On the other hand, the PIM layer (see Figure 3) describes the paradigms on which ReM-AM is based, of which those relevant for ERSSE include autonomous computing (the basis of autonomous cycles) and data analysis (since the definition of ISA is a set of data analysis tasks, in our case, sound data).

2.1.2. Autonomic Cycle of Intelligent Sound Analysis (ISA)

The autonomic cycle of ISA, as presented in Ref. [13], identifies the acoustic features of an SE and the possible tasks that can be executed in its context. The SE will be provided with acoustic sensors, located according to the dimension and distribution of the space, to collect as much acoustic information as possible with high accuracy. ISA exhibits three phases:

Observation (called the CAD module): the sensors obtain the acoustic information, allowing for the precise perception of the sound field in the SE.
Analysis (called the ISUA module): the information is classified and stored for the next phase.
Decision Making (called the DM module): determines the necessities of the current environment and identifies the tasks that can be executed in the given context.
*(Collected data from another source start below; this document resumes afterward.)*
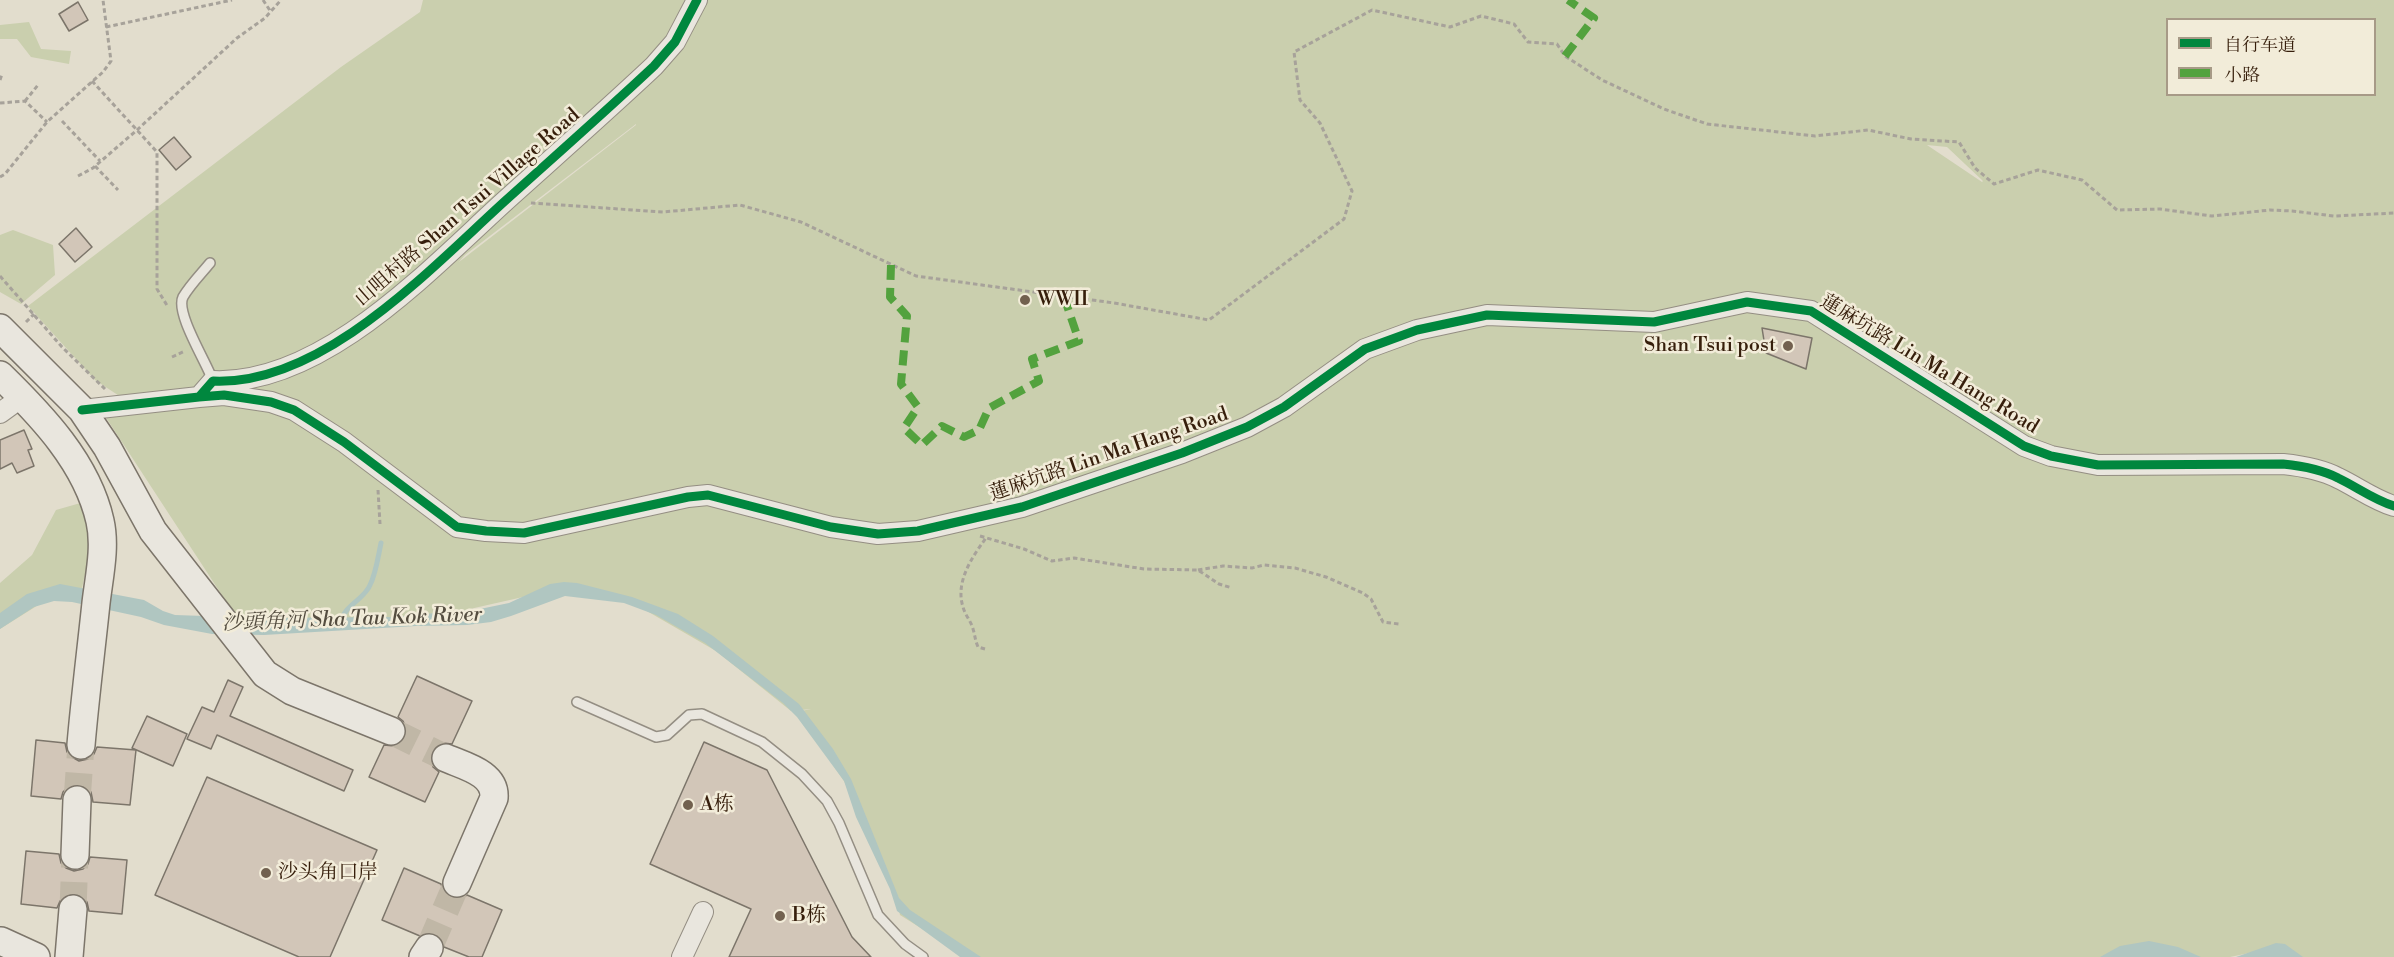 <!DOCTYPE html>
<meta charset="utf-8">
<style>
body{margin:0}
#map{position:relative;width:2394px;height:957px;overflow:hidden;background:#e2ddcd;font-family:"Libre Bodoni","Noto Serif SC",serif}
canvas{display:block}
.legend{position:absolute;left:2166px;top:18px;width:210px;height:78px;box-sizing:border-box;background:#f2ecd9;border:2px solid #a79a87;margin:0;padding:8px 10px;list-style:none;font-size:18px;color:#361e0b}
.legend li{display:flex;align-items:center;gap:12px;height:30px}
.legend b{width:30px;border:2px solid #a79a87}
</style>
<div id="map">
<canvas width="2394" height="957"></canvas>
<ul class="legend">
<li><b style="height:8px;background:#00873e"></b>自行车道</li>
<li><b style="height:8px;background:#53a23e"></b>小路</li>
</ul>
</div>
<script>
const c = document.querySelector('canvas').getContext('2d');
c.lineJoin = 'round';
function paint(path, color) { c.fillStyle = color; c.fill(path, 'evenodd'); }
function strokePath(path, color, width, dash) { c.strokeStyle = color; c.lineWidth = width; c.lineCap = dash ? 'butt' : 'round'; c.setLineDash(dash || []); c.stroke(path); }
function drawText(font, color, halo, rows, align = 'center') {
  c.font = font + ' "Libre Bodoni","Noto Serif SC",serif'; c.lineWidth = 5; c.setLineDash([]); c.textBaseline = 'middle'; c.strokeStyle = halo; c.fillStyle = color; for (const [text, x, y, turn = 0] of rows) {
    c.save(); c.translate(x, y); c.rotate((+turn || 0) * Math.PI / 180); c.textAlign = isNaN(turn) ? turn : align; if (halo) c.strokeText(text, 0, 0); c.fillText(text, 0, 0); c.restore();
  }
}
paint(new Path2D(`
 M423,0H2394V957H2302L2254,952L2230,957H967L900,915L892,882L844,781L796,712L811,709L791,711L716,651L633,603L554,590L461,611L450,607L456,611V620L249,627L231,609L101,410L130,403L95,380L28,306L341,67L420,12ZM2168,20H2374V94H2168ZM636,124V125L459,262L465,255ZM1927,145L1947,147L1983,181L1982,182Z
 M29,22L41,49L71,51L69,64L31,57L17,39H0V25Z
 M13,230L53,245L55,275L21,304L0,292V235Z
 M84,502L93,538L82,588L43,602L0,629V583L32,555L56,510Z`), '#cacfae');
paint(new Path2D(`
 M564,582L577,583L632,597L678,614L713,636L799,704L833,749L851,779L899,898L910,910L981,957H960L897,911L890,889L856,817L844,781L797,717L783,703L705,643L656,615L624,603L565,596L511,616L491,622L467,625L416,626L264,635L212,634L164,625L141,617L72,602L54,601L34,607L0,629V613L27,594L60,584L144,600L163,611L175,615L263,618L393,617L480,609L509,603L550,584Z
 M2149,941L2178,947L2201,957H2100L2120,946Z
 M2276,943L2285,944L2303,957H2236Z`), '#b0c6c1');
strokePath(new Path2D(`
 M341,622C344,605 365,599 370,585C376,573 378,557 381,543`), '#b0c6c1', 5);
const building = new Path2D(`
 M78,2L88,20L69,31L59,14Z
 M174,137L191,157L176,170L159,150Z
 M76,228L92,247L75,262L59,244Z
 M1762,328L1812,338L1806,369L1766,353Z
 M24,430L32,449L28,450L34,466L17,473L12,463L0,469V440Z
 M417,676L472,701L452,744L443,743L437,745L432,752L431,761L433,767L439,772L425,802L369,777L384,745L394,746L401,743L405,737L406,728L403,721L398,717Z
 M228,680L243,687L230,716L353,770L344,791L217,735L211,749L187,739L202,707L214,712Z
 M147,716L187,734L173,766L132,748Z
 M36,740L65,743L67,752L72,757L79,761L88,759L94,754L97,747L136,750L130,805L93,802L91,792L85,786L78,784L69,786L63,792L61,799L31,796Z
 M704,742L767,770L852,937L871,957H729L751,909L650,864Z
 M207,777L377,850L330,957H299L155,895Z
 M26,851L59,854L61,863L66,868L74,871L83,869L88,864L90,857L127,860L122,914L89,911L87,902L81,896L75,893L66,895L60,901L57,908L21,904Z
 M404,868L441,884L444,892L451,898L459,899L467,895L502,910L482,957H469L444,947L443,941L437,935L429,932L420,936L382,920Z`);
paint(building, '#d2c6b8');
strokePath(building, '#7c756a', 1.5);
strokePath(new Path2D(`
 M391,731L446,758
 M77,800L81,745
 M73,909L75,855
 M429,948L457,883`), '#c0b7a6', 27, [27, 14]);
const service = new Path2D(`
 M210,263C201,274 190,285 183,297C175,313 207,363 213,381
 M577,702L656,737L667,735L689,715L702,714L762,742L802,774L827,801L839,823L878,915L905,944L923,957`);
const minor = new Path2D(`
 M199,397L224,395L271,402L294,410L344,442L457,527L486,531L524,533L688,497L708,495L831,527L878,534L918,531L1022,507L1182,453L1247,427L1284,407L1365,349L1417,330L1487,315L1654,322L1747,302L1811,311L2024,446L2051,456L2098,465L2283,464C2302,466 2321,469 2338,478C2357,487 2374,500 2394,506
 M82,410L199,397L213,381C322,386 430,269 505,201C555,156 605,112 654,66L675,42L697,0
 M0,413L22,397
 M682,957L703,912`);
const secondary = new Path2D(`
 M0,328L82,410L107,447L153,531L265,674L292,691L391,731
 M0,375C42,416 87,463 100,521C106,547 99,577 96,603C91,651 85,698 81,745
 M446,758C464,766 496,773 494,798L457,883
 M75,855L77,800
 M1,941L36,957
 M69,957L73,909
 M423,957L429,948`);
strokePath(service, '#948e83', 12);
strokePath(minor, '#948e83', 22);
strokePath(secondary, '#7c756a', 30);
strokePath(new Path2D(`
 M263,0L271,12
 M106,27L232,0
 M0,80L2,74
 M92,81L157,152V289L168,307
 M25,101L38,85
 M0,103L25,101L47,122
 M62,121L100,161
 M95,166L118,190
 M78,176L93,168L137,130L237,38L265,18L281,0
 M0,177L5,174L47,122L103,72L111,61L103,0
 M531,203L663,212L740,205L801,222L916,276L1114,303L1209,320L1344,219L1352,191L1320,123L1300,100L1294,52L1372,10L1450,27L1481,16L1514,24L1528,42L1557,44L1565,56L1602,80L1664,109L1707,124L1815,136L1868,130L1911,139L1959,142L1975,168L1994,184L2038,170L2082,180L2117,210L2160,209L2212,216L2270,210L2292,211L2334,216L2394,213
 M0,276L62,347L105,389
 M26,322L34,314
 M172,357L185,351
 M378,490L380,524
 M980,536L1024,549L1052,561L1074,558L1144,569L1198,570L1219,584L1232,588
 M1198,570L1223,566L1252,568L1264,565L1295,568L1326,577L1363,593L1371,599L1383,622L1399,624
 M985,649L978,647C975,640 975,635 973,629C971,621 965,615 963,607C955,582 972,557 986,538`), '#a7a29a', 3, [4.5, 3]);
strokePath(service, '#e9e6de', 9);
strokePath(minor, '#e9e6de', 20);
strokePath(secondary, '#e9e6de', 27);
strokePath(new Path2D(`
 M1565,56L1594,18L1568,0
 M891,265L890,297L907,316L901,384L918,407L904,428L922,445L942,426L964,437L979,430L989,408L1039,381L1032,359L1079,341L1064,297`), '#53a23e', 8, [15, 8]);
strokePath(new Path2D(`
 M199,397L224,395L271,402L294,410L344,442L457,527L486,531L524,533L688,497L708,495L831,527L878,534L918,531L1022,507L1182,453L1247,427L1284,407L1365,349L1417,330L1487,315L1654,322L1747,302L1811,311L2024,446L2051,456L2098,465L2283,464C2302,466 2321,469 2338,478C2357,487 2374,500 2394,506
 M82,410L199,397L213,381C322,386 430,269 505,201C555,156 605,112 654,66L675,42L697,0`), '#00873e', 9);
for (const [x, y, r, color] of [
 [1025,300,6,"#72614f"],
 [1788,346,6,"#72614f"],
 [688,805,6,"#72614f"],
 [266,873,6,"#72614f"],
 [780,916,6,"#72614f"]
]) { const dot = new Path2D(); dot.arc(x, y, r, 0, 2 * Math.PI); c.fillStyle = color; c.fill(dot); strokePath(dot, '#f2ecd9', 2); }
drawText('20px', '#361e0b', '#f2ecd9', [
 ["山咀村路 Shan Tsui Village Road",468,208,-41],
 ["蓮麻坑路 Lin Ma Hang Road",1929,365,31],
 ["蓮麻坑路 Lin Ma Hang Road",1109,455,-19]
]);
drawText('20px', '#361e0b', '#f2ecd9', [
 ["WWII",1037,300],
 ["Shan Tsui post",1776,346,"right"],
 ["A栋",700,805],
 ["沙头角口岸",278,873],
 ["B栋",792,916]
], 'left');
drawText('italic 21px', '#544d40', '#f2ecd9', [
 ["沙頭角河 Sha Tau Kok River",352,620,-2]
]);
</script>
The ISA autonomic cycle is a better approach for ERSSE than is either GAM or ASP due to its recognition capacity. Its adaptation to ERSSE will be explained in the next section.

2.2. Sound Pattern for Emotion Recognition

The recognition of emotional audio signals exhibits a growing potential for use in human–computer interactions, as noted in Ref. [18]. It is a more appealing research technique for emotion recognition than other physiological signals, such as electroencephalograms or electrocardiograms. This work presents a sound event pattern using a set of descriptors to achieve an initial ERSSE approach to the sound’s influence on detecting emotions. Table 1 shows the different descriptors that can be deduced from sound events to obtain information that results in emotion recognition.

The descriptors allow the system to identify the features required to recognize emotions from random sound events rather than from speech. For ERSSE, we used the Toronto Emotional Speech Set (TESS) [19], which is a dataset for training emotions. Based on our pattern and this dataset, the system can recognize the values of the descriptors in the audio from the context and associate them with the metadata of emotions in the dataset in order to attribute them to the new perceived events, thus identifying the emotions.

3. Specification of ERSSE

Recognizing emotions in an SE can improve the general experience of its users, which is also essential for architects and engineers in the conception of a space [20]. Additionally, creating an emotional profile of an SE using acoustic information is a less invasive method of obtaining this information. Using the autonomic cycle of ISA is the best option for acquiring information from sound events, classifying and analyzing them, and then identifying the pertinent emotion (see Figure 4).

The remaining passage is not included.